Help comes in many forms: a simple donation of healing herbs on a town bench, a gift of silvers, clothing, or equipment to someone less fortunate, or – more formally – embarking on a profession that directly assists others. Think of the cleric that restored your life, at the cost of their own spirit, or the empath that willingly took your bleeding wounds, putting their own health at risk.
Ultimately, the answers to the question of moral obligation are important because they influence the way we live our lives, and how we perceive our roles in Elanthian society.
The recent refugee crisis brings this into sharp focus. For almost six months, half-elves were living in near-constant fear of persecution at the hands of the Prelate, Chaston Griffin, and the witch, Raznel. Thousands were killed or maimed in the name of the Church of Koar. Many fled east or were displaced within the Empire and it behooves us to help.
It’s not a question of religious, racial, or cultural obligation, it goes beyond that and applies to all of us because we are more interdependent than we might think; from the humble gnome living deep within the woodlands of the Lyserian Hills, to the wealthy elven noble residing in one of Ta’Illistim’s finest villas.
Let me put it into very simplistic terms: you recently had a new gown made and have taken the opportunity to wear it for the first time. Relaxing in town, you encounter a friend in despair; he has just lost his treasured blade to an Ithzir in Old Ta’Faendryl and beseeches you to help him. There is no time to change as there is a danger that the item could be lost forever and you are the only person in the vicinity that could assist. What do you do? Would you take immediate action to sacrifice your new gown to the mucky waters on the Glydemar Road and probably your own life too for want of better protection than silk?

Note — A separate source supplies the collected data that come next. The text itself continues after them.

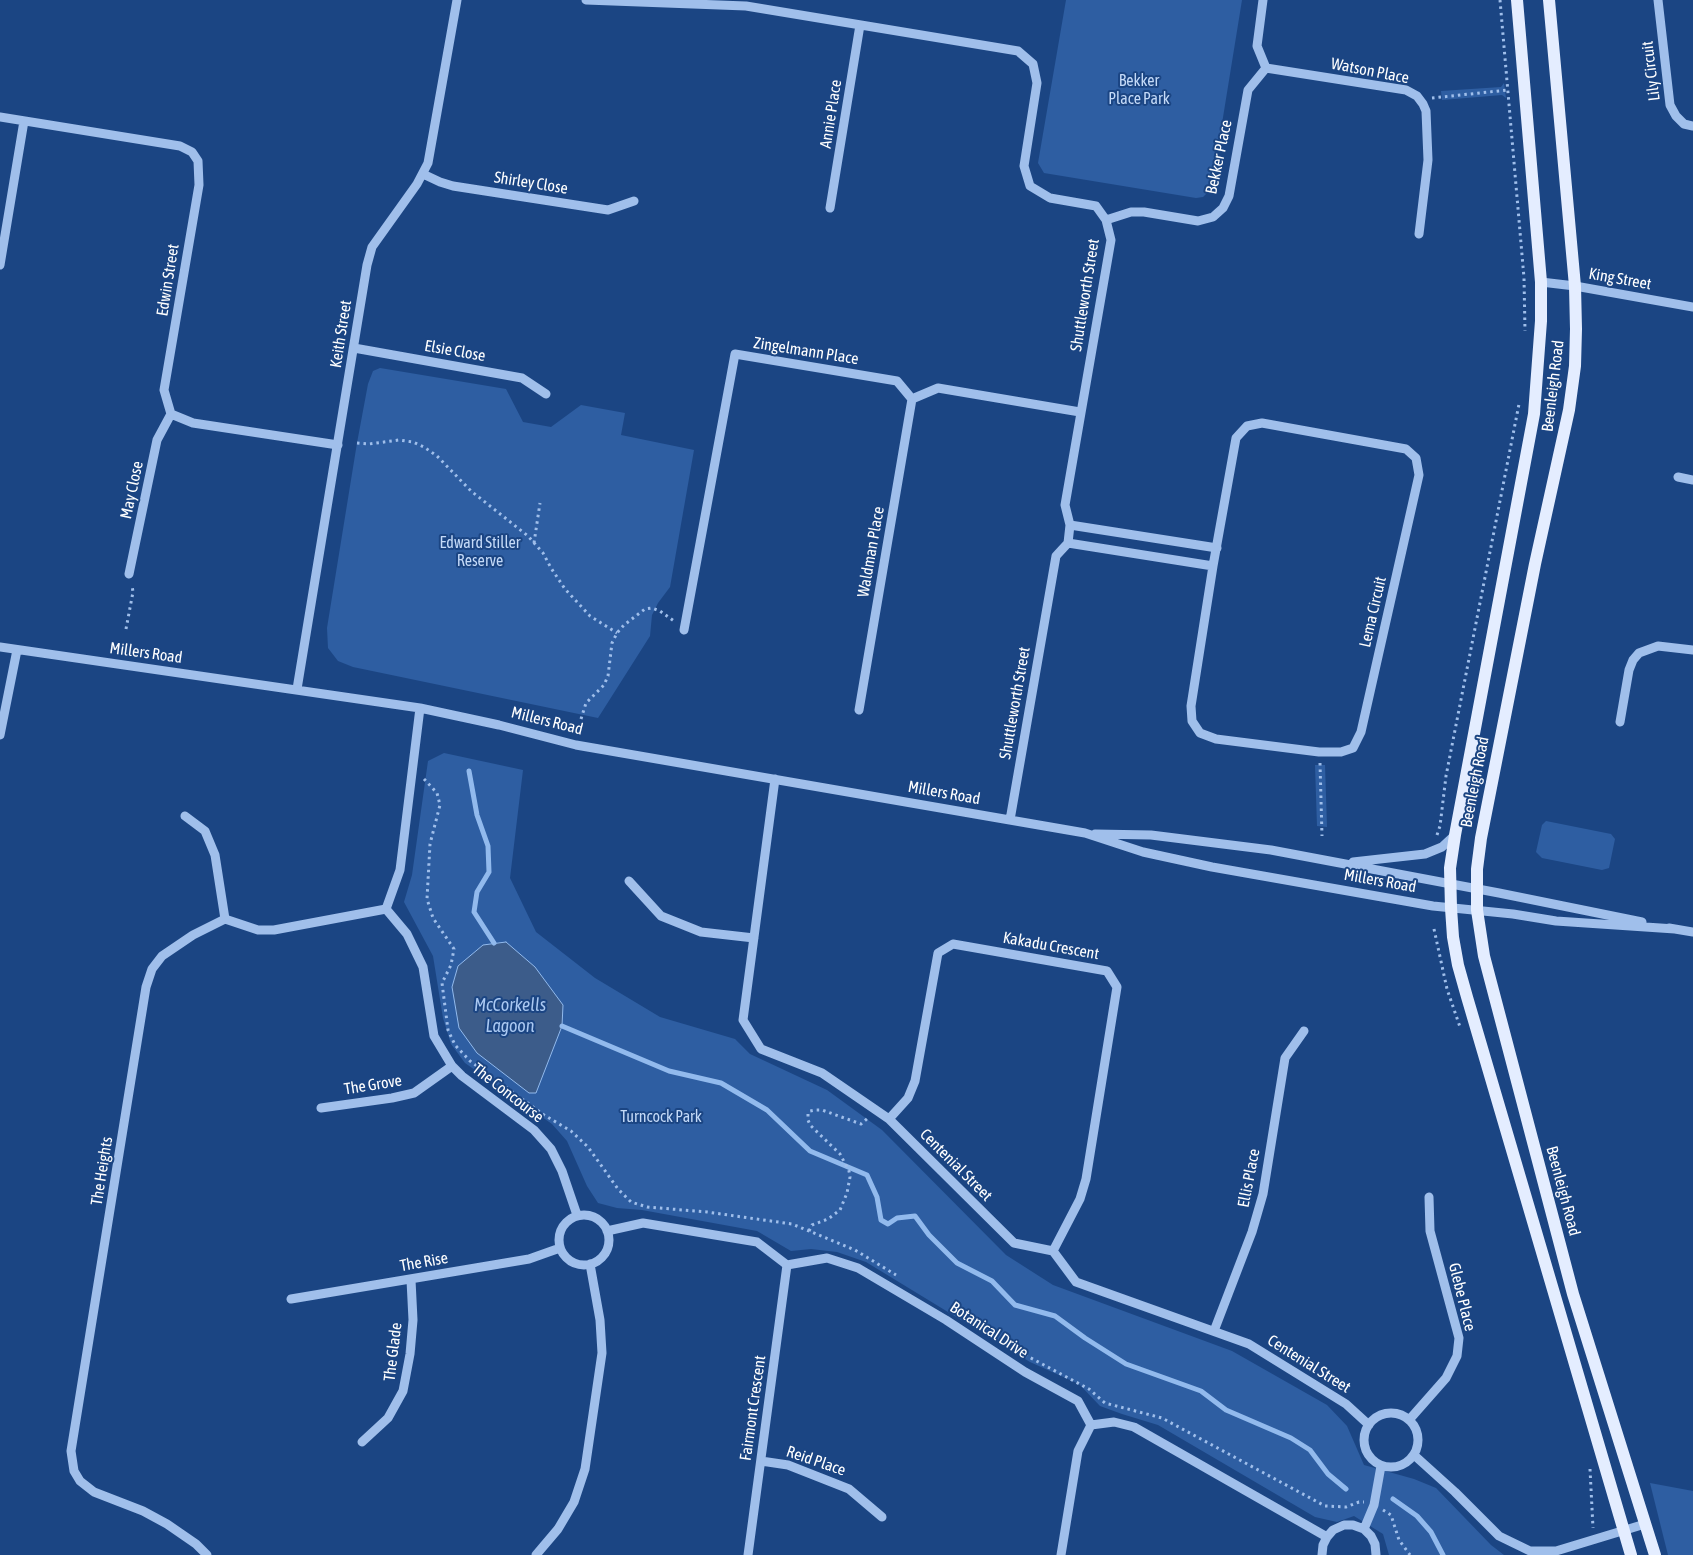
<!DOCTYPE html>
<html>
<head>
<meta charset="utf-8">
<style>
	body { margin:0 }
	canvas { display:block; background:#1b4583 }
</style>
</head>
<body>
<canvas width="1693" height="1555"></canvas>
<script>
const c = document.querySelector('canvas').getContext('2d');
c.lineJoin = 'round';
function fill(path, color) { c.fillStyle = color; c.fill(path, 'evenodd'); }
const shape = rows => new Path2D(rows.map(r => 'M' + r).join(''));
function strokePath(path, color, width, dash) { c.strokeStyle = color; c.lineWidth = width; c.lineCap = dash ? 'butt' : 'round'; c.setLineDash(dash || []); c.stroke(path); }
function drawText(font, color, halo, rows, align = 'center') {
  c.font = font + ' "Asap Condensed",sans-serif'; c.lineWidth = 4; c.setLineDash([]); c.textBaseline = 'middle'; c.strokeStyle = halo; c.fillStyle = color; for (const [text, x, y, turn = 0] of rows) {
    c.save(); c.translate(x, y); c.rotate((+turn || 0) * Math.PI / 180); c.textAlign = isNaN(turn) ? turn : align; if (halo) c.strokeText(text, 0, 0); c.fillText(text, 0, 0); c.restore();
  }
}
fill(shape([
	[1066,0,1242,0,1213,179,1209,191,1203,197,1196,198,1044,173,1038,163],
	[1504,83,1506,98,1502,95,1442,100,1441,91,1501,87],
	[380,368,506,389,523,422,551,427,581,405,625,413,621,435,694,450,670,587,658,603,652,615,650,636,598,718,353,667,338,661,328,648,327,628,357,443,368,384,373,371],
	[444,753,523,770,510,878,536,932,595,978,660,1017,735,1039,750,1054,827,1090,882,1130,1006,1255,1053,1285,1232,1351,1327,1405,1347,1426,1364,1465,1414,1479,1436,1488,1491,1545,1504,1555,1389,1555,1383,1534,1354,1516,1337,1522,1315,1517,1158,1425,1122,1414,1100,1406,1079,1384,1030,1362,866,1262,837,1252,811,1249,791,1251,757,1231,642,1210,617,1208,598,1203,587,1186,567,1141,552,1124,465,1063,451,1044,443,1018,433,956,404,902,412,875,428,761],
	[1315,765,1325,765,1327,827,1317,826],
	[1546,821,1611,834,1615,839,1609,868,1602,870,1542,858,1536,852,1542,825],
	[1650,1483,1693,1491,1693,1555,1668,1555]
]), '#2e5ea2');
const water = shape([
	[506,942,535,967,563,1005,562,1026,536,1093,529,1093,477,1053,459,1028,452,987,458,966,483,945,506,942]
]);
fill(water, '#3c5c8a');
strokePath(water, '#92baed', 1);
strokePath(shape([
	[469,771,477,815,488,846,489,872,477,892,474,912,494,943],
	[562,1026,669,1071,721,1083,767,1110,810,1151,867,1175,877,1197,881,1220,888,1224,897,1218,915,1216,929,1235,957,1263,992,1281,1015,1305,1055,1316,1085,1338,1126,1364,1201,1391,1226,1410,1291,1438,1310,1450,1328,1474,1346,1489],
	[1393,1499,1417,1516,1431,1532,1443,1555]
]), '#92baed', 5);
strokePath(shape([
	[1500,0,1524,278,1525,331],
	[1432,98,1508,90],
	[357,443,369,444,399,440,413,442,424,447,437,456,471,491,528,536,543,553,551,568,565,589,590,616,617,633],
	[534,543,540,503],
	[126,629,133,592,132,585],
	[581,719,586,703,604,685,608,676,612,643,617,633,624,625,645,609,652,608,660,611,674,621],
	[1320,763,1322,836],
	[424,779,437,793,440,805,430,844,427,899,433,918,454,949,451,965,442,983,448,1030,455,1045,470,1061,544,1115,571,1131,588,1147,618,1189,631,1202,647,1207,707,1212,792,1224,855,1250,896,1275],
	[1437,835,1440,826,1446,776,1519,404],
	[1434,929,1447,989,1460,1027],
	[809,1231,812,1225,828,1219,840,1210,847,1193,850,1177,849,1171,840,1154,810,1125,808,1120,808,1113,810,1111,815,1110,822,1110,861,1124,868,1118],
	[1003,1341,1029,1357,1089,1389,1105,1403,1162,1418,1325,1506,1346,1507,1359,1502,1364,1502],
	[1590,1469,1593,1528],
	[1383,1510,1391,1515,1399,1540,1410,1555]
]), '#a0bfeb', 3, [2.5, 4]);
strokePath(shape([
	[586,0,746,6,1018,51,1033,64,1037,83,1024,166,1030,186,1050,198,1096,206,1106,220,1111,240,1065,505,1070,525,1068,543,1056,556,1010,820],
	[1658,0,1670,105,1676,116,1684,124,1693,126],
	[1266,68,1406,90,1417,96,1423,104,1426,111,1428,160,1419,234],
	[0,117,180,146,192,152,198,161,199,185,164,390,171,414,193,423,338,445],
	[423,174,440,182,453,186,608,210,634,201],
	[830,208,860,25],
	[1106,220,1131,212,1144,212,1198,221,1213,217,1223,208,1229,196,1248,90,1266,68,1257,46,1263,0],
	[0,265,24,121],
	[1541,282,1575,286,1693,307],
	[354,348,522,378,546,394],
	[1262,423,1406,449,1416,458,1419,475,1361,732,1353,748,1341,752,1319,752,1216,739,1200,733,1192,721,1191,706,1213,566,1236,438,1247,426,1262,423],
	[1678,477,1693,480],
	[1070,525,1217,548],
	[1068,543,1213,566],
	[129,574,157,440,171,414],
	[684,630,735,354,897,381,912,399,938,388,1080,412],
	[0,647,420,708,499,725,576,745,1085,833,1143,852,1212,867,1433,906,1513,914,1556,921,1675,929],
	[297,689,367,265,372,247,417,184,428,163,457,0],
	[420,708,400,870,386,909,407,934,423,967,434,1036,452,1066,462,1076,534,1130,551,1149,562,1171,577,1215],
	[859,710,912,399],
	[1620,722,1629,670,1633,660,1639,653,1658,646,1693,650],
	[0,735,17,650],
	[775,779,743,1020,761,1049,822,1073,889,1119,1014,1243,1053,1251,1076,1282,1249,1344,1346,1404,1369,1425],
	[185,816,205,831,215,855,225,919],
	[1095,834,1151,835,1271,850,1499,893,1642,922],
	[1353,862,1425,854,1442,847,1455,835],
	[629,881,661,916,701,932,754,938],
	[1669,928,1693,932],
	[321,1108,392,1098,414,1093,452,1066],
	[889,1119,908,1098,915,1081,938,953,953,944,1107,971,1117,987,1086,1179,1080,1199,1053,1251],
	'559 1240a25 25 0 1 1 50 0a25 25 0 1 1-50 0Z',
	[607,1231,643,1223,757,1242,787,1265,827,1258,858,1268,946,1320,1025,1372,1078,1401,1091,1425,1114,1422,1134,1427,1327,1537],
	[291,1299,529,1259,560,1248],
	[1214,1331,1252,1232,1263,1194,1285,1058,1304,1031],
	'1364 1440a27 27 0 1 1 54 0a27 27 0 1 1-54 0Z',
	[1409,1420,1446,1378,1457,1356,1459,1338,1430,1231,1429,1197],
	[362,1442,388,1418,403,1391,410,1354,413,1320,411,1280],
	[1414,1455,1455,1492,1499,1536,1530,1551,1556,1551,1645,1524],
	[761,1461,788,1465,849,1489,882,1517],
	[1364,1529,1374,1505,1381,1466],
	[207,1555,196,1544,167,1524,143,1511,94,1492,80,1481,74,1471,71,1451,146,987,152,969,162,956,193,935,225,919,258,930,274,930,386,909],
	[536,1555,558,1529,574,1502,585,1469,602,1353,600,1320,590,1264],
	[748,1555,787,1265],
	[1061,1555,1078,1451,1091,1425],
	[1322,1555,1323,1545,1327,1537,1333,1530,1344,1525,1353,1525,1364,1529,1371,1536,1375,1544,1376,1555]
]), '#a0bfeb', 9);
strokePath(shape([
	[1517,0,1541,282,1541,321,1534,414,1455,835,1450,868,1451,908,1453,937,1458,965,1467,997,1631,1555],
	[1549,0,1575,286,1576,329,1575,366,1569,410,1535,564,1481,838,1477,869,1477,910,1484,956,1573,1294,1655,1555]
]), '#e4edff', 12);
drawText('16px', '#fff', '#1b4583', [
	["Watson Place",1370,71,11],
	["Lily Circuit",1651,71,-97],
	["Annie Place",831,114,-81],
	["Bekker Place",1219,157,-78],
	["Shirley Close",531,183,9],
	["King Street",1620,279,10],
	["Edwin Street",168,280,-81],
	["Shuttleworth Street",1085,295,-81],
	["Keith Street",341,334,-81],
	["Elsie Close",455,351,10],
	["Zingelmann Place",806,351,9],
	["Beenleigh Road",1553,386,-83],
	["May Close",132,490,-78],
	["Waldman Place",871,552,-80],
	["Lema Circuit",1373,612,-77],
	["Millers Road",146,653,8],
	["Shuttleworth Street",1015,703,-80],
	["Millers Road",547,721,14],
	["Beenleigh Road",1475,782,-79],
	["Millers Road",944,793,10],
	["Millers Road",1380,881,10],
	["Kakadu Crescent",1051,946,10],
	["The Grove",373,1085,-9],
	["The Concourse",508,1093,38],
	["Centenial Street",956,1165,45],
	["The Heights",102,1171,-81],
	["Ellis Place",1249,1178,-79],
	["Beenleigh Road",1563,1191,75],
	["The Rise",424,1262,-10],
	["Glebe Place",1462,1297,76],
	["Botanical Drive",989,1330,33],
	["The Glade",393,1352,-83],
	["Centenial Street",1309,1364,32],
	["Fairmont Crescent",753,1408,-82],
	["Reid Place",816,1461,19]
]);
drawText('16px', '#c4daf8', '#1b4583', [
	["Bekker",1139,81],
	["Place Park",1139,99],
	["Edward Stiller",480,543],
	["Reserve",480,561],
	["Turncock Park",661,1117]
]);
drawText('italic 18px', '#abc9f2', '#1b4583', [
	["McCorkells",510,1005],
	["Lagoon",510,1026]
]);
</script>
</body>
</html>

Most people would, of course, say yes.
Now imagine, that defying the most unbelievable odds, the same thing happens a month later, and again, you are asked to repeat the experience. Would you be prepared to ruin yet another gown and lose another deed to Lorminstra to save the same item, or would you stand aside this time in the knowledge that you’ve done one good deed and that was enough. Your friend should know better than to take that sword into the Old City! Again, most people would say that of course they would do it again, despite it being terribly inconvenient.
In a crisis situation, most people would repeatedly sacrifice personal comfort or safety to help a friend in need but what about someone you are not personally acquainted with. In our society, there is a tendency to place more value on learning from an experience; knowing full well, that at the same time you are helping someone, you are also gaining from the deed. So let’s consider other ways you might be able to help others that are truly altruistic: donate unwanted items to the Lorekeepers of Silverwood Manor for redistribution, help to build camps for the half-elven refugees, raise funds for the Wellington Home orphans, open your doors to those made homeless by earthquake damage in Ta’Illistim. You could also consider lobbying the Wehnimer’s Landing Mayoral candidates about their views on aid and welfare.
I posit that the answer is yes, we do have a moral obligation to those in need, because ultimately that’s the type of civilized society we want to live in. Perhaps the next time you are asked to help someone, you pause for thought and understand your motives. Ask yourself if you are doing a good deed because you feel obliged to do so; are you doing good because you will benefit from it, or are you doing so because it is the virtuous thing to do?
There are many arguments around the different approaches towards obligation, one of which includes the adage: “Do unto others as you would have them do unto you,” but, matters of self-interest and ethical egoism aside, effective altruism combines both the heart and the head. At the end of the day, as long as you are doing a good deed, attempt to do so virtuously because the smallest good deed is better than the grandest intention.